==== Dataset records

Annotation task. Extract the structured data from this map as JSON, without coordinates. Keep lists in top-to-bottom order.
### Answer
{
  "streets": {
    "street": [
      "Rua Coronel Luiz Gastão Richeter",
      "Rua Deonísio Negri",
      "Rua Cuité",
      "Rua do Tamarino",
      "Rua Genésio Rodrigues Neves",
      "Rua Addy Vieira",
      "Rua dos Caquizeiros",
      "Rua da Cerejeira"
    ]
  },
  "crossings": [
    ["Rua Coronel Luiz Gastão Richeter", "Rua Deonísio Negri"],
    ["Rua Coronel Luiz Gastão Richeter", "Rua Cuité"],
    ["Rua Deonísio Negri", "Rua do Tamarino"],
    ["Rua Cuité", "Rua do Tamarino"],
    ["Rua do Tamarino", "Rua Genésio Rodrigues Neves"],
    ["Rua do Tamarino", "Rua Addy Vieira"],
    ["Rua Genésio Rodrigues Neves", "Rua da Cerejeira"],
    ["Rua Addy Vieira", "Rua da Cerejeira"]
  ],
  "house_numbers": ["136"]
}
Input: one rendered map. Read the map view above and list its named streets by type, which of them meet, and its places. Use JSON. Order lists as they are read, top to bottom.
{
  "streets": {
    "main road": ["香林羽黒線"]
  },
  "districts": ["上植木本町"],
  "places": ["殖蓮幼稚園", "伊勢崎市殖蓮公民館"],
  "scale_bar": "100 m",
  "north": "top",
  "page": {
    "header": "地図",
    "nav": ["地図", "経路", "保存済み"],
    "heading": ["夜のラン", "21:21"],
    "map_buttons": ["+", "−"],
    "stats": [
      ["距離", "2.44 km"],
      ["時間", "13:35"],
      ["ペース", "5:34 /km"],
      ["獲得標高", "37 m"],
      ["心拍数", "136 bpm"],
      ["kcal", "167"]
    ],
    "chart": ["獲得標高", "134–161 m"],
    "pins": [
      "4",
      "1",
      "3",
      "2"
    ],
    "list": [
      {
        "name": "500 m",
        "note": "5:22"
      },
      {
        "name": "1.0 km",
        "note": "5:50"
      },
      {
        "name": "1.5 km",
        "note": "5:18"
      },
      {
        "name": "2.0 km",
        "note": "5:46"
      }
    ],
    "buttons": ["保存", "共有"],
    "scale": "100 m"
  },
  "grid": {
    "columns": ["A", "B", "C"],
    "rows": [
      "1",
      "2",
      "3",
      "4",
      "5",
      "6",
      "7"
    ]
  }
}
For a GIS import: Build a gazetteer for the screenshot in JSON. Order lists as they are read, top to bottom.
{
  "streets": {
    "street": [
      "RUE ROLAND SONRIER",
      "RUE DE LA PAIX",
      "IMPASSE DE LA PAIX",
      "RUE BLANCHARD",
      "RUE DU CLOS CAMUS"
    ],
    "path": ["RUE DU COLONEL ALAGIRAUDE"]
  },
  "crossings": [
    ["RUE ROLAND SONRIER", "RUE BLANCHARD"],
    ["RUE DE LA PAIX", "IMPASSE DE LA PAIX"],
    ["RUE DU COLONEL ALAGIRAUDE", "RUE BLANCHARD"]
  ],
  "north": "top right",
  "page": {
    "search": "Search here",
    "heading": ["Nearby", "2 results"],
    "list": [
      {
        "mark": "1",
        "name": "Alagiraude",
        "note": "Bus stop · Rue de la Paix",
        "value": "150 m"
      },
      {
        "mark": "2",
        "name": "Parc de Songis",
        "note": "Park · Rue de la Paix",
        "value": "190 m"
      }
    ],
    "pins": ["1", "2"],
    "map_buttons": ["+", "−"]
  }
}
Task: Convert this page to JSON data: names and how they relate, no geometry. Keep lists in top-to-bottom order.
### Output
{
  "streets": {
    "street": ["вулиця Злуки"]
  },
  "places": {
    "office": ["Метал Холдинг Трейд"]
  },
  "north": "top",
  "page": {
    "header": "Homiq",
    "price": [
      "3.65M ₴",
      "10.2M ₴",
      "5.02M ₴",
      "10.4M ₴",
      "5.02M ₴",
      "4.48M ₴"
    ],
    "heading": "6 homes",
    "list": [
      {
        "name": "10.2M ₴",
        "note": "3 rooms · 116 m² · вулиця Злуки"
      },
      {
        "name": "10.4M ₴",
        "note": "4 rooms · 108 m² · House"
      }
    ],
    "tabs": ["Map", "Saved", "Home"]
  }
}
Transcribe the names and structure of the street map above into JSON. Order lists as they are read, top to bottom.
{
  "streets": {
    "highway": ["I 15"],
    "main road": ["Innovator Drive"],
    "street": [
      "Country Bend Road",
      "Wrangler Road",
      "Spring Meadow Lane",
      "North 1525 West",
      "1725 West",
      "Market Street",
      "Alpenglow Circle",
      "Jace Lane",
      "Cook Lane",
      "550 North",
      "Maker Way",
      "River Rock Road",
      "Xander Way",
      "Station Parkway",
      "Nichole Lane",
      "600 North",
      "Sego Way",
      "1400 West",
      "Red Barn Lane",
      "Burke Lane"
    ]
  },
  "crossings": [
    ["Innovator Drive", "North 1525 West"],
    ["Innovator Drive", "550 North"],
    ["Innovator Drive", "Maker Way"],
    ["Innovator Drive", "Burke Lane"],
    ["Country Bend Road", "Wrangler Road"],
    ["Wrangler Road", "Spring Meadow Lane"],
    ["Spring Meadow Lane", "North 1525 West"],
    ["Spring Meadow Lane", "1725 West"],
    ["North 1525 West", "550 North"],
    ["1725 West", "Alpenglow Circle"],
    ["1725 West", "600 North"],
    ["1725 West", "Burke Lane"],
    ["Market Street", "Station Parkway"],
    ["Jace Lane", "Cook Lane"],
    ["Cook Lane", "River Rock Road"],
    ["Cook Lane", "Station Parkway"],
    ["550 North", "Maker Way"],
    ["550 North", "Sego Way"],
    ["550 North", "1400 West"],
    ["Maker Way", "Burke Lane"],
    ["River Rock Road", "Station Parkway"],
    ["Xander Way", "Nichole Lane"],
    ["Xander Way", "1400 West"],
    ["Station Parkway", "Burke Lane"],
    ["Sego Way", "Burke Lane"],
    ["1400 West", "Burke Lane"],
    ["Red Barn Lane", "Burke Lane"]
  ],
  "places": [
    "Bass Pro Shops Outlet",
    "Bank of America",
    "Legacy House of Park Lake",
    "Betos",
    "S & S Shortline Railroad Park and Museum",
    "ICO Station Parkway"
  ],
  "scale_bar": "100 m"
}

========

What is expected: Reproduce the listing above verbatim, from first line to last.

Completed task:
Annotation task. Extract the structured data from this map as JSON, without coordinates. Keep lists in top-to-bottom order.
### Answer
{
  "streets": {
    "street": [
      "Rua Coronel Luiz Gastão Richeter",
      "Rua Deonísio Negri",
      "Rua Cuité",
      "Rua do Tamarino",
      "Rua Genésio Rodrigues Neves",
      "Rua Addy Vieira",
      "Rua dos Caquizeiros",
      "Rua da Cerejeira"
    ]
  },
  "crossings": [
    ["Rua Coronel Luiz Gastão Richeter", "Rua Deonísio Negri"],
    ["Rua Coronel Luiz Gastão Richeter", "Rua Cuité"],
    ["Rua Deonísio Negri", "Rua do Tamarino"],
    ["Rua Cuité", "Rua do Tamarino"],
    ["Rua do Tamarino", "Rua Genésio Rodrigues Neves"],
    ["Rua do Tamarino", "Rua Addy Vieira"],
    ["Rua Genésio Rodrigues Neves", "Rua da Cerejeira"],
    ["Rua Addy Vieira", "Rua da Cerejeira"]
  ],
  "house_numbers": ["136"]
}
Input: one rendered map. Read the map view above and list its named streets by type, which of them meet, and its places. Use JSON. Order lists as they are read, top to bottom.
{
  "streets": {
    "main road": ["香林羽黒線"]
  },
  "districts": ["上植木本町"],
  "places": ["殖蓮幼稚園", "伊勢崎市殖蓮公民館"],
  "scale_bar": "100 m",
  "north": "top",
  "page": {
    "header": "地図",
    "nav": ["地図", "経路", "保存済み"],
    "heading": ["夜のラン", "21:21"],
    "map_buttons": ["+", "−"],
    "stats": [
      ["距離", "2.44 km"],
      ["時間", "13:35"],
      ["ペース", "5:34 /km"],
      ["獲得標高", "37 m"],
      ["心拍数", "136 bpm"],
      ["kcal", "167"]
    ],
    "chart": ["獲得標高", "134–161 m"],
    "pins": [
      "4",
      "1",
      "3",
      "2"
    ],
    "list": [
      {
        "name": "500 m",
        "note": "5:22"
      },
      {
        "name": "1.0 km",
        "note": "5:50"
      },
      {
        "name": "1.5 km",
        "note": "5:18"
      },
      {
        "name": "2.0 km",
        "note": "5:46"
      }
    ],
    "buttons": ["保存", "共有"],
    "scale": "100 m"
  },
  "grid": {
    "columns": ["A", "B", "C"],
    "rows": [
      "1",
      "2",
      "3",
      "4",
      "5",
      "6",
      "7"
    ]
  }
}
For a GIS import: Build a gazetteer for the screenshot in JSON. Order lists as they are read, top to bottom.
{
  "streets": {
    "street": [
      "RUE ROLAND SONRIER",
      "RUE DE LA PAIX",
      "IMPASSE DE LA PAIX",
      "RUE BLANCHARD",
      "RUE DU CLOS CAMUS"
    ],
    "path": ["RUE DU COLONEL ALAGIRAUDE"]
  },
  "crossings": [
    ["RUE ROLAND SONRIER", "RUE BLANCHARD"],
    ["RUE DE LA PAIX", "IMPASSE DE LA PAIX"],
    ["RUE DU COLONEL ALAGIRAUDE", "RUE BLANCHARD"]
  ],
  "north": "top right",
  "page": {
    "search": "Search here",
    "heading": ["Nearby", "2 results"],
    "list": [
      {
        "mark": "1",
        "name": "Alagiraude",
        "note": "Bus stop · Rue de la Paix",
        "value": "150 m"
      },
      {
        "mark": "2",
        "name": "Parc de Songis",
        "note": "Park · Rue de la Paix",
        "value": "190 m"
      }
    ],
    "pins": ["1", "2"],
    "map_buttons": ["+", "−"]
  }
}
Task: Convert this page to JSON data: names and how they relate, no geometry. Keep lists in top-to-bottom order.
### Output
{
  "streets": {
    "street": ["вулиця Злуки"]
  },
  "places": {
    "office": ["Метал Холдинг Трейд"]
  },
  "north": "top",
  "page": {
    "header": "Homiq",
    "price": [
      "3.65M ₴",
      "10.2M ₴",
      "5.02M ₴",
      "10.4M ₴",
      "5.02M ₴",
      "4.48M ₴"
    ],
    "heading": "6 homes",
    "list": [
      {
        "name": "10.2M ₴",
        "note": "3 rooms · 116 m² · вулиця Злуки"
      },
      {
        "name": "10.4M ₴",
        "note": "4 rooms · 108 m² · House"
      }
    ],
    "tabs": ["Map", "Saved", "Home"]
  }
}
Transcribe the names and structure of the street map above into JSON. Order lists as they are read, top to bottom.
{
  "streets": {
    "highway": ["I 15"],
    "main road": ["Innovator Drive"],
    "street": [
      "Country Bend Road",
      "Wrangler Road",
      "Spring Meadow Lane",
      "North 1525 West",
      "1725 West",
      "Market Street",
      "Alpenglow Circle",
      "Jace Lane",
      "Cook Lane",
      "550 North",
      "Maker Way",
      "River Rock Road",
      "Xander Way",
      "Station Parkway",
      "Nichole Lane",
      "600 North",
      "Sego Way",
      "1400 West",
      "Red Barn Lane",
      "Burke Lane"
    ]
  },
  "crossings": [
    ["Innovator Drive", "North 1525 West"],
    ["Innovator Drive", "550 North"],
    ["Innovator Drive", "Maker Way"],
    ["Innovator Drive", "Burke Lane"],
    ["Country Bend Road", "Wrangler Road"],
    ["Wrangler Road", "Spring Meadow Lane"],
    ["Spring Meadow Lane", "North 1525 West"],
    ["Spring Meadow Lane", "1725 West"],
    ["North 1525 West", "550 North"],
    ["1725 West", "Alpenglow Circle"],
    ["1725 West", "600 North"],
    ["1725 West", "Burke Lane"],
    ["Market Street", "Station Parkway"],
    ["Jace Lane", "Cook Lane"],
    ["Cook Lane", "River Rock Road"],
    ["Cook Lane", "Station Parkway"],
    ["550 North", "Maker Way"],
    ["550 North", "Sego Way"],
    ["550 North", "1400 West"],
    ["Maker Way", "Burke Lane"],
    ["River Rock Road", "Station Parkway"],
    ["Xander Way", "Nichole Lane"],
    ["Xander Way", "1400 West"],
    ["Station Parkway", "Burke Lane"],
    ["Sego Way", "Burke Lane"],
    ["1400 West", "Burke Lane"],
    ["Red Barn Lane", "Burke Lane"]
  ],
  "places": [
    "Bass Pro Shops Outlet",
    "Bank of America",
    "Legacy House of Park Lake",
    "Betos",
    "S & S Shortline Railroad Park and Museum",
    "ICO Station Parkway"
  ],
  "scale_bar": "100 m"
}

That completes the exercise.